(Records drawn from a dataset)
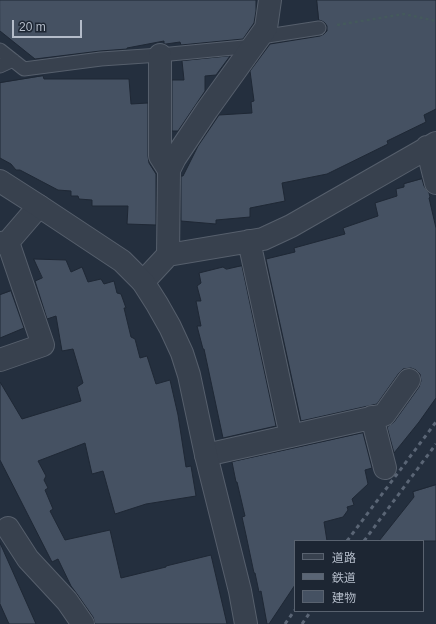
<!DOCTYPE html>
<meta charset="utf-8">
<style>
body{margin:0}
#map{position:relative;width:436px;height:624px;overflow:hidden;background:#242f3e;font-family:Helvetica,"Noto Sans JP",sans-serif}
canvas{display:block}
.legend{position:absolute;left:294px;top:540px;width:130px;height:72px;box-sizing:border-box;background:#1d2633;border:1px solid #59626f;margin:0;padding:5px 7px;list-style:none;font-size:12px;color:#b4bcc9}
.legend li{display:flex;align-items:center;gap:8px;height:20px}
.legend b{width:20px;border:1px solid #59626f}
.scale{position:absolute;left:12px;top:20px;width:70px;height:18px;box-sizing:border-box;border:2px solid #b4bcc9;border-top:0;padding-left:5px;font-size:12px;line-height:14px;white-space:nowrap;color:#b4bcc9;-webkit-text-stroke:3px #1d2633;paint-order:stroke}
</style>
<div id="map">
<canvas width="436" height="624"></canvas>
<ul class="legend">
<li><b style="height:5px;background:#38414e"></b>道路</li>
<li><b style="height:5px;background:#5a6575"></b>鉄道</li>
<li><b style="height:11px;background:#455162"></b>建物</li>
</ul>
<div class="scale">20 m</div>
</div>
<script>
const g = document.querySelector('canvas').getContext('2d');
g.lineJoin = 'round';
function paint(path, color) { g.fillStyle = color; g.fill(path, 'evenodd'); }
function strokePath(path, color, width, dash) { g.strokeStyle = color; g.lineWidth = width; g.lineCap = dash ? 'butt' : 'round'; g.setLineDash(dash || []); g.stroke(path); }
const building = new Path2D(`
 M0 0H256V11L254 23 243 39 181 45 180 42 166 44H164V41L127 48V49L100 51 35 59 0 31Z
 M317 0H436V109L424 115 426 122 387 141 388 144 327 174 282 183 285 201 250 208V217L216 220V224L181 221V176H183L198 146 219 115 252 113 251 102 254 101 250 71 270 44 320 36 324 34 327 31V26L325 23 322 21 319 20Z
 M230 56 216 75 205 76V91L178 131H172V80H184L182 61Z
 M43 76 44 79H129L131 104 148 103V156L149 163 156 174V225L127 224 128 206H92V200L79 199 78 196H71V191L58 190 20 170H16L11 164 0 158V83Z
 M422 179 424 186 429 193 430 197 429 198 436 228V398L419 422 394 453 387 427 394 422 419 387 421 381 420 374 416 370 411 368 403 369 399 373 377 404 301 421 266 259 295 252 294 248 345 234 343 228 378 216 375 203 397 196 396 189 404 187V184Z
 M34 259 66 260 71 272 82 267 88 282 101 279 104 284 114 281 117 293 121 294 126 308H124L131 337 135 339 140 358 147 356 156 384 170 380 178 415 186 467 191 466 196 496 146 504 115 514 103 471 92 474 85 443 38 461 46 476 44 480 48 488 45 490 53 509 50 511 65 540 110 530 121 578 166 567V566L211 555 227 624H95L93 617 77 594 71 586 58 559 52 562 0 460V382L22 419 81 401 77 387 83 383 73 349 62 351 56 316 47 319 35 281 42 278Z
 M242 266 276 426 223 438 204 349H203L197 326H201L196 301H201L197 286 201 283 199 273 223 267 226 269Z
 M11 291 24 328 0 338V295Z
 M363 433 372 468 365 470 368 484 352 499 354 505 347 507 348 510 343 517 324 522 327 541H295V585L269 624H267L261 591 259 592 255 573H254L246 535 242 517 245 516 237 482H236L232 462Z
 M436 485V541H379L414 497 413 492Z
 M0 543 36 624H9L0 604Z`);
paint(building, '#455162');
strokePath(building, '#1f2835', 1);
const service = new Path2D(`
 M261 37 319 28
 M0 50 24 69 101 59 160 55 254 46
 M0 66 13 60`);
const minor = new Path2D(`
 M160 55V156L169 170
 M427 147 436 183
 M249 241 291 436
 M0 243 8 242 39 206
 M168 255 169 170 175 158 207 110 266 28 270 0
 M143 282 168 255 263 239 291 226 436 143
 M0 360 43 345 8 242
 M372 417 385 468
 M206 455 384 415 409 380
 M8 528 28 559 67 601 83 624`);
const tertiary = new Path2D(`
 M0 181 39 206 122 261 143 282 157 304 170 327 182 353 189 375 206 455 240 591 246 624`);
strokePath(service, '#565f6c', 15);
strokePath(minor, '#565f6c', 24);
strokePath(tertiary, '#565f6c', 24);
strokePath(new Path2D(`
 M337 25 404 14 436 21`), '#44595c', 2.5, [3, 3]);
strokePath(service, '#38414e', 13);
strokePath(minor, '#38414e', 22);
strokePath(tertiary, '#38414e', 22);
strokePath(new Path2D(`
 M347 541 436 422
 M364 541 436 444
 M285 624 295 610
 M302 624 311 611`), '#5a6575', 3, [4, 4]);
</script>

* Task to carry out
Output the lines above exactly, but only those between the line holding "M422 179 424" and the line holding "const tertiary = new", inclusive.

* Solution to the exercise
 M422 179 424 186 429 193 430 197 429 198 436 228V398L419 422 394 453 387 427 394 422 419 387 421 381 420 374 416 370 411 368 403 369 399 373 377 404 301 421 266 259 295 252 294 248 345 234 343 228 378 216 375 203 397 196 396 189 404 187V184Z
 M34 259 66 260 71 272 82 267 88 282 101 279 104 284 114 281 117 293 121 294 126 308H124L131 337 135 339 140 358 147 356 156 384 170 380 178 415 186 467 191 466 196 496 146 504 115 514 103 471 92 474 85 443 38 461 46 476 44 480 48 488 45 490 53 509 50 511 65 540 110 530 121 578 166 567V566L211 555 227 624H95L93 617 77 594 71 586 58 559 52 562 0 460V382L22 419 81 401 77 387 83 383 73 349 62 351 56 316 47 319 35 281 42 278Z
 M242 266 276 426 223 438 204 349H203L197 326H201L196 301H201L197 286 201 283 199 273 223 267 226 269Z
 M11 291 24 328 0 338V295Z
 M363 433 372 468 365 470 368 484 352 499 354 505 347 507 348 510 343 517 324 522 327 541H295V585L269 624H267L261 591 259 592 255 573H254L246 535 242 517 245 516 237 482H236L232 462Z
 M436 485V541H379L414 497 413 492Z
 M0 543 36 624H9L0 604Z`);
paint(building, '#455162');
strokePath(building, '#1f2835', 1);
const service = new Path2D(`
 M261 37 319 28
 M0 50 24 69 101 59 160 55 254 46
 M0 66 13 60`);
const minor = new Path2D(`
 M160 55V156L169 170
 M427 147 436 183
 M249 241 291 436
 M0 243 8 242 39 206
 M168 255 169 170 175 158 207 110 266 28 270 0
 M143 282 168 255 263 239 291 226 436 143
 M0 360 43 345 8 242
 M372 417 385 468
 M206 455 384 415 409 380
 M8 528 28 559 67 601 83 624`);
const tertiary = new Path2D(`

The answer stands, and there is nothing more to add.